- EXERCISE: Please provide the entries below again, word for word.

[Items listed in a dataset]
+ + + + + + +

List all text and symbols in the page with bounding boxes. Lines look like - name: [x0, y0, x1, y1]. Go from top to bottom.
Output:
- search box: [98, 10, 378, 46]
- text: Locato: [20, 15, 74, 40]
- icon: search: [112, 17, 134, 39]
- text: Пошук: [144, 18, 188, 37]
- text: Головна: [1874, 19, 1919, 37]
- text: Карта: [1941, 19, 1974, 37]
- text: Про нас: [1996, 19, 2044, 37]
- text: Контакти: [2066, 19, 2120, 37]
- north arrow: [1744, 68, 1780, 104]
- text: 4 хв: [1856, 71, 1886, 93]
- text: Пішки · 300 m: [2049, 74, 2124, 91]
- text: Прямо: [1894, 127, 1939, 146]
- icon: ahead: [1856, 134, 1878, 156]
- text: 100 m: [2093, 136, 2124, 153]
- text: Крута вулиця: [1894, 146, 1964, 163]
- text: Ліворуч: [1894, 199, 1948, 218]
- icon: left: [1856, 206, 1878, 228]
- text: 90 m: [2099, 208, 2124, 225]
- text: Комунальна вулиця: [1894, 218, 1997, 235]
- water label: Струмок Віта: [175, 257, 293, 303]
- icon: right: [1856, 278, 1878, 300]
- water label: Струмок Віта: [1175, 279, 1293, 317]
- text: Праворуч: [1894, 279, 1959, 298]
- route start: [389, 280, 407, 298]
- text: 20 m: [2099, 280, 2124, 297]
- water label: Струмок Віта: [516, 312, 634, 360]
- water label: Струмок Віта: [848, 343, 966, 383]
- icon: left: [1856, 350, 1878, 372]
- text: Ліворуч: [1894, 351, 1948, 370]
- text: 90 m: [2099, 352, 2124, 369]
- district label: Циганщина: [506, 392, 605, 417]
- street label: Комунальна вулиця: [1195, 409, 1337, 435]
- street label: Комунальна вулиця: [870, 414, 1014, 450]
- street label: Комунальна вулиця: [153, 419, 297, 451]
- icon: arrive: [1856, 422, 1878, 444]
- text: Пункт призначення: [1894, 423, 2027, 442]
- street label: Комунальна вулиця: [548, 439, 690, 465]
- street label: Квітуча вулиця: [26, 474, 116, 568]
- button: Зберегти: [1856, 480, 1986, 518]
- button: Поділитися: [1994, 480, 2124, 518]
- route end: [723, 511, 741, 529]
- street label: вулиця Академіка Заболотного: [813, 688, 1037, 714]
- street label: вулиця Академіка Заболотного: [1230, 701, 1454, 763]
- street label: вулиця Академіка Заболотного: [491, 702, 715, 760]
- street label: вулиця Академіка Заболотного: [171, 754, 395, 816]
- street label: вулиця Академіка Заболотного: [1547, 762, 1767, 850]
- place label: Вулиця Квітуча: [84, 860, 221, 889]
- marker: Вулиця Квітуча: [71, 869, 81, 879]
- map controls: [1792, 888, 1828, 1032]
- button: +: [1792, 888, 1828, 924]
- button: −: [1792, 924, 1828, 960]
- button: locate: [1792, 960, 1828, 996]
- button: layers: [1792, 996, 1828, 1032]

+ + + + + + +

- COMPLETED EXERCISE:
List all text and symbols in the page with bounding boxes. Lines look like - name: [x0, y0, x1, y1]. Go from top to bottom.
Output:
- search box: [98, 10, 378, 46]
- text: Locato: [20, 15, 74, 40]
- icon: search: [112, 17, 134, 39]
- text: Пошук: [144, 18, 188, 37]
- text: Головна: [1874, 19, 1919, 37]
- text: Карта: [1941, 19, 1974, 37]
- text: Про нас: [1996, 19, 2044, 37]
- text: Контакти: [2066, 19, 2120, 37]
- north arrow: [1744, 68, 1780, 104]
- text: 4 хв: [1856, 71, 1886, 93]
- text: Пішки · 300 m: [2049, 74, 2124, 91]
- text: Прямо: [1894, 127, 1939, 146]
- icon: ahead: [1856, 134, 1878, 156]
- text: 100 m: [2093, 136, 2124, 153]
- text: Крута вулиця: [1894, 146, 1964, 163]
- text: Ліворуч: [1894, 199, 1948, 218]
- icon: left: [1856, 206, 1878, 228]
- text: 90 m: [2099, 208, 2124, 225]
- text: Комунальна вулиця: [1894, 218, 1997, 235]
- water label: Струмок Віта: [175, 257, 293, 303]
- icon: right: [1856, 278, 1878, 300]
- water label: Струмок Віта: [1175, 279, 1293, 317]
- text: Праворуч: [1894, 279, 1959, 298]
- route start: [389, 280, 407, 298]
- text: 20 m: [2099, 280, 2124, 297]
- water label: Струмок Віта: [516, 312, 634, 360]
- water label: Струмок Віта: [848, 343, 966, 383]
- icon: left: [1856, 350, 1878, 372]
- text: Ліворуч: [1894, 351, 1948, 370]
- text: 90 m: [2099, 352, 2124, 369]
- district label: Циганщина: [506, 392, 605, 417]
- street label: Комунальна вулиця: [1195, 409, 1337, 435]
- street label: Комунальна вулиця: [870, 414, 1014, 450]
- street label: Комунальна вулиця: [153, 419, 297, 451]
- icon: arrive: [1856, 422, 1878, 444]
- text: Пункт призначення: [1894, 423, 2027, 442]
- street label: Комунальна вулиця: [548, 439, 690, 465]
- street label: Квітуча вулиця: [26, 474, 116, 568]
- button: Зберегти: [1856, 480, 1986, 518]
- button: Поділитися: [1994, 480, 2124, 518]
- route end: [723, 511, 741, 529]
- street label: вулиця Академіка Заболотного: [813, 688, 1037, 714]
- street label: вулиця Академіка Заболотного: [1230, 701, 1454, 763]
- street label: вулиця Академіка Заболотного: [491, 702, 715, 760]
- street label: вулиця Академіка Заболотного: [171, 754, 395, 816]
- street label: вулиця Академіка Заболотного: [1547, 762, 1767, 850]
- place label: Вулиця Квітуча: [84, 860, 221, 889]
- marker: Вулиця Квітуча: [71, 869, 81, 879]
- map controls: [1792, 888, 1828, 1032]
- button: +: [1792, 888, 1828, 924]
- button: −: [1792, 924, 1828, 960]
- button: locate: [1792, 960, 1828, 996]
- button: layers: [1792, 996, 1828, 1032]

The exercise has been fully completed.